I Believe Amoako-Baah’s Version of the Story

I Believe Amoako-Baahs Version of the Story
15.12.2019 LISTEN

I am really not surprised to learn that Prof. Richard Amoako-Baah, the retired Chairman of the History and Political Science Department at the Kwame Nkrumah University of Science and Technology (KNUST), Kumasi, is having quite a difficult time gaining access to the President, Nana Addo Dankwa Akufo-Addo, although Prof.
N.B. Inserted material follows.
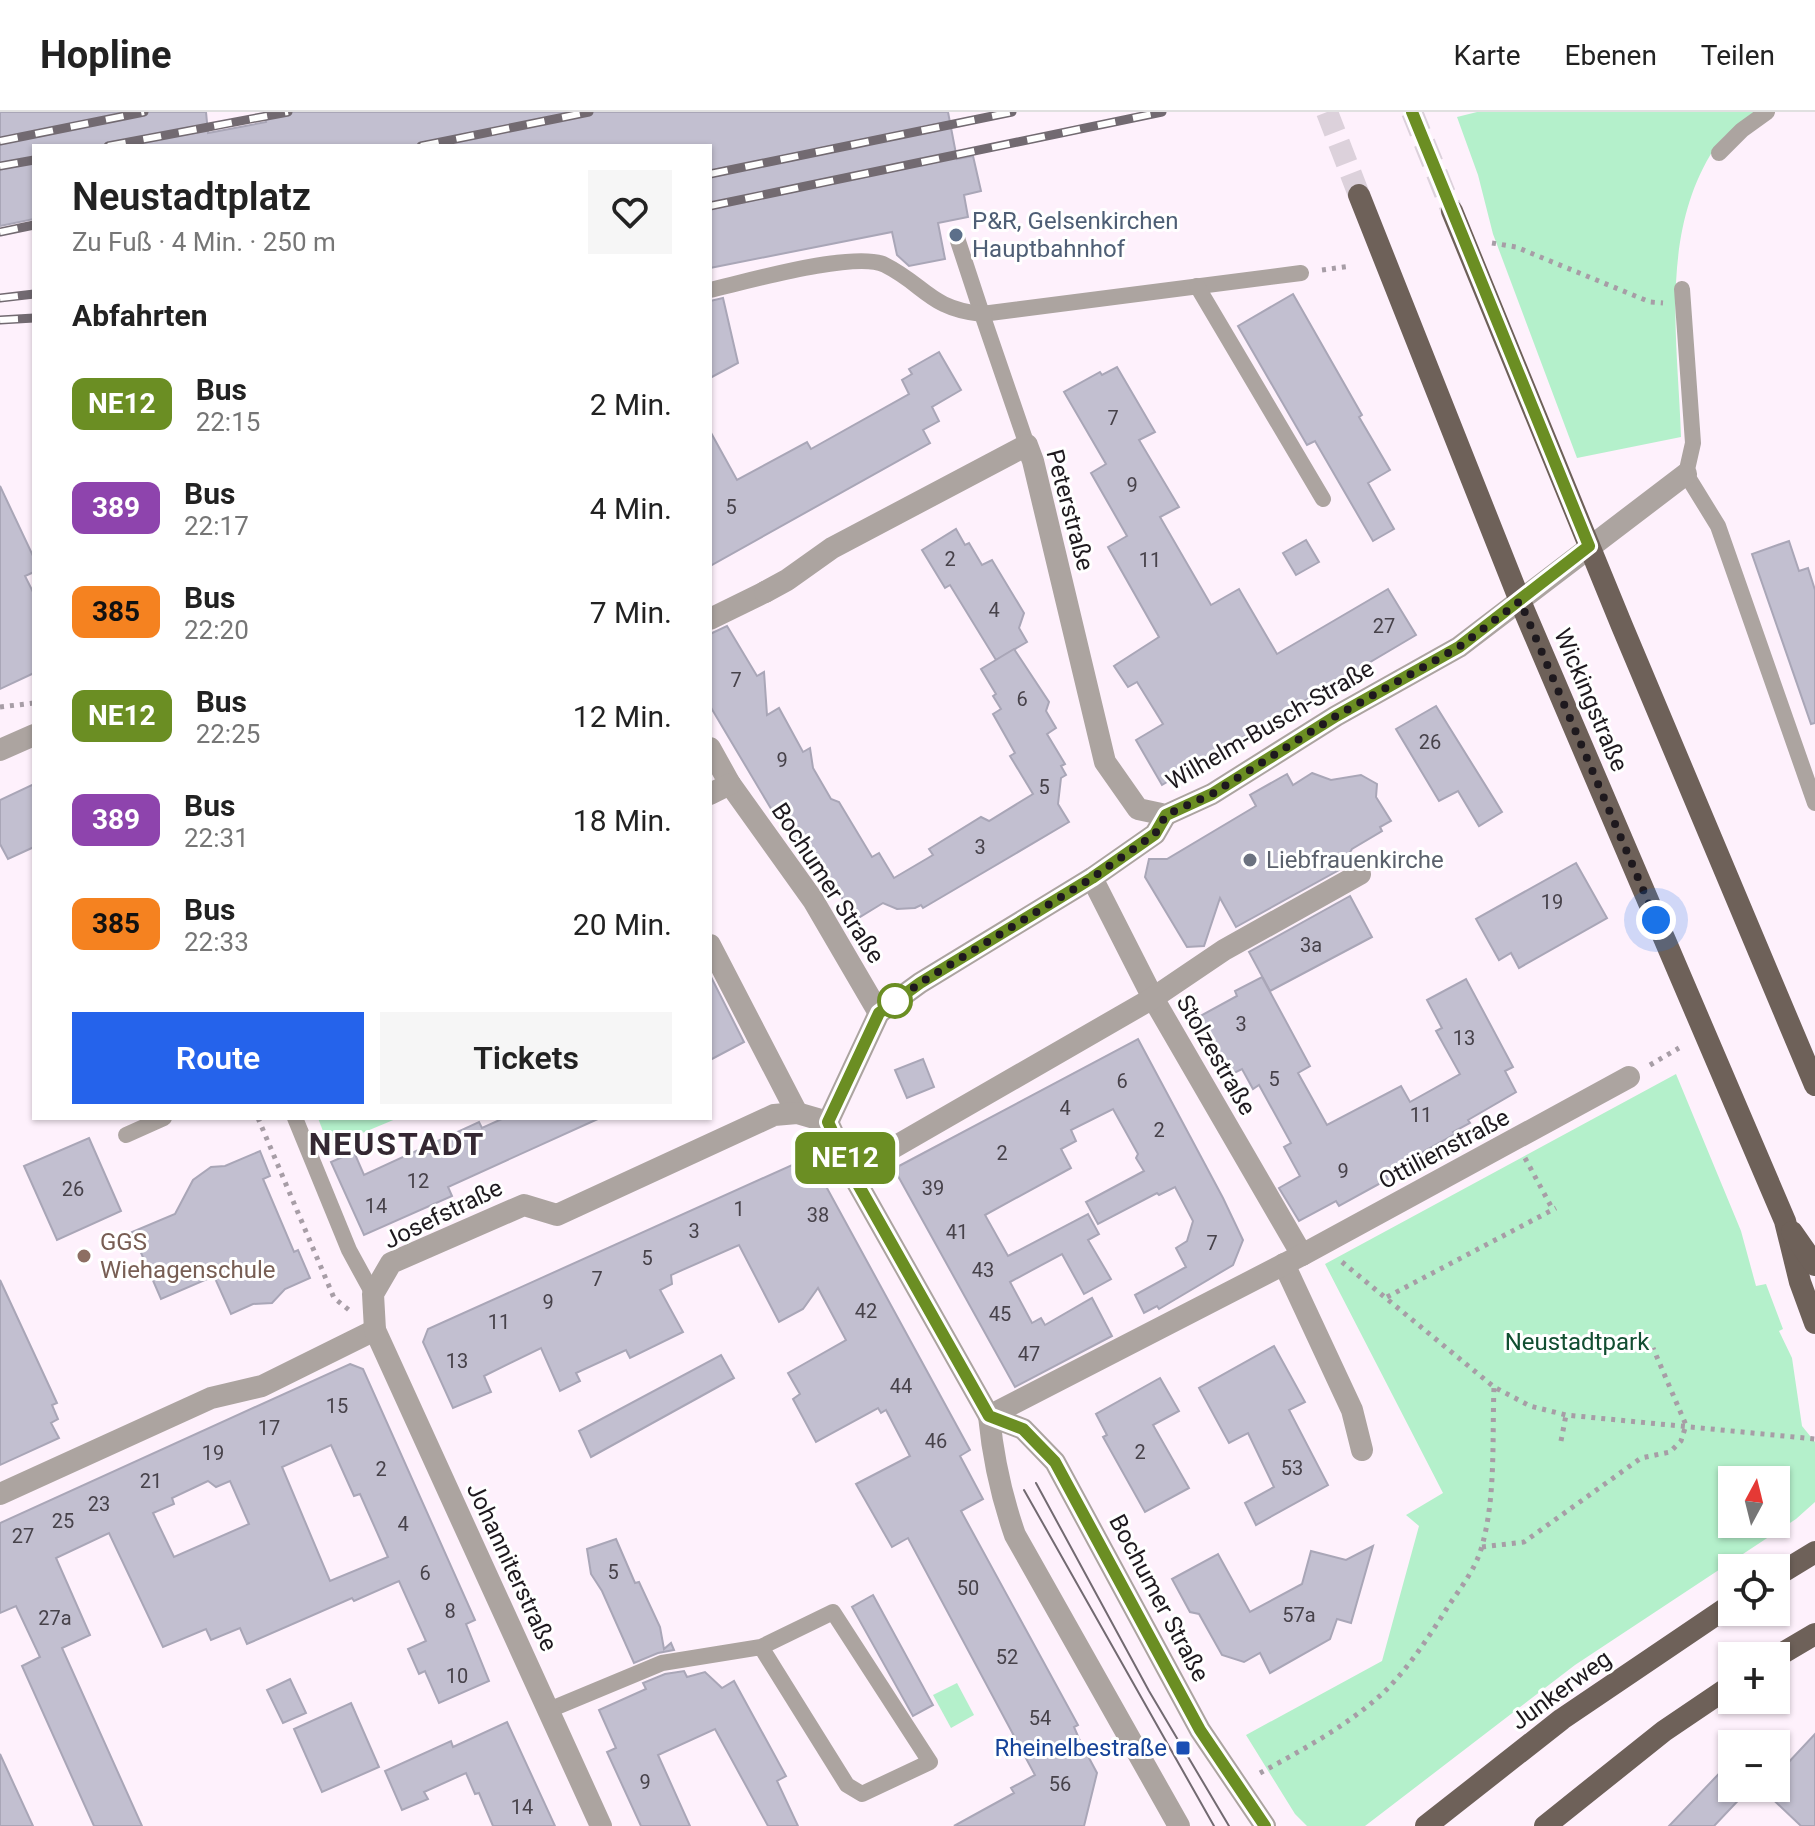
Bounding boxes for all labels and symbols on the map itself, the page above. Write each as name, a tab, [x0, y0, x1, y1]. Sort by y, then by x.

Amoako-Baah also informs his audience that he has met with First Lady Rebecca Akufo-Addo, and that the latter both assured and encouraged the staunch and active member of the ruling New Patriotic Party (NPP) that, indeed, he could readily gain access to Nana Akufo-Addo (See “Akufo-Addo Says I Should See Him But ‘Powerful’ Gatekeepers Won’t Allow Me – Amoako-Baah” Classfmonline.com / Ghanaweb.com 12/11/19).

Now, I readily confess upfront that I know little to absolutely nothing about the relationship between the plaintiff, who once ran for the national chairmanship of the NPP – then in opposition, if memory serves me accurately – but I am also almost certain that his apparent frustration from gaining personal access to the President may very well be tinged with some unspoken but palpable modicum of vindictiveness, especially since it well appears that this very public expression of frustration comes on the heels of Prof. Amoako-Baah’s direct contacts with all the bigwigs and the relevant bureaucrats in the presidential chain of command. It also goes without saying that the President is extremely busy even on what may be aptly termed as “very slow-traffic days.” For instance, when I finally got the chance to meet him in his office on August 1, 2018, when I was last in Ghana, it was very close to midnight, although my appointment on that day had been scheduled for sometime/somewhere around 8 pm. But I was still not the least bit perturbed because it goes without saying that the highly sensitive nature and the fraught daily schedule of the most powerful democratically elected official of the land, perforce and naturally, makes access to the President quite understandably difficult.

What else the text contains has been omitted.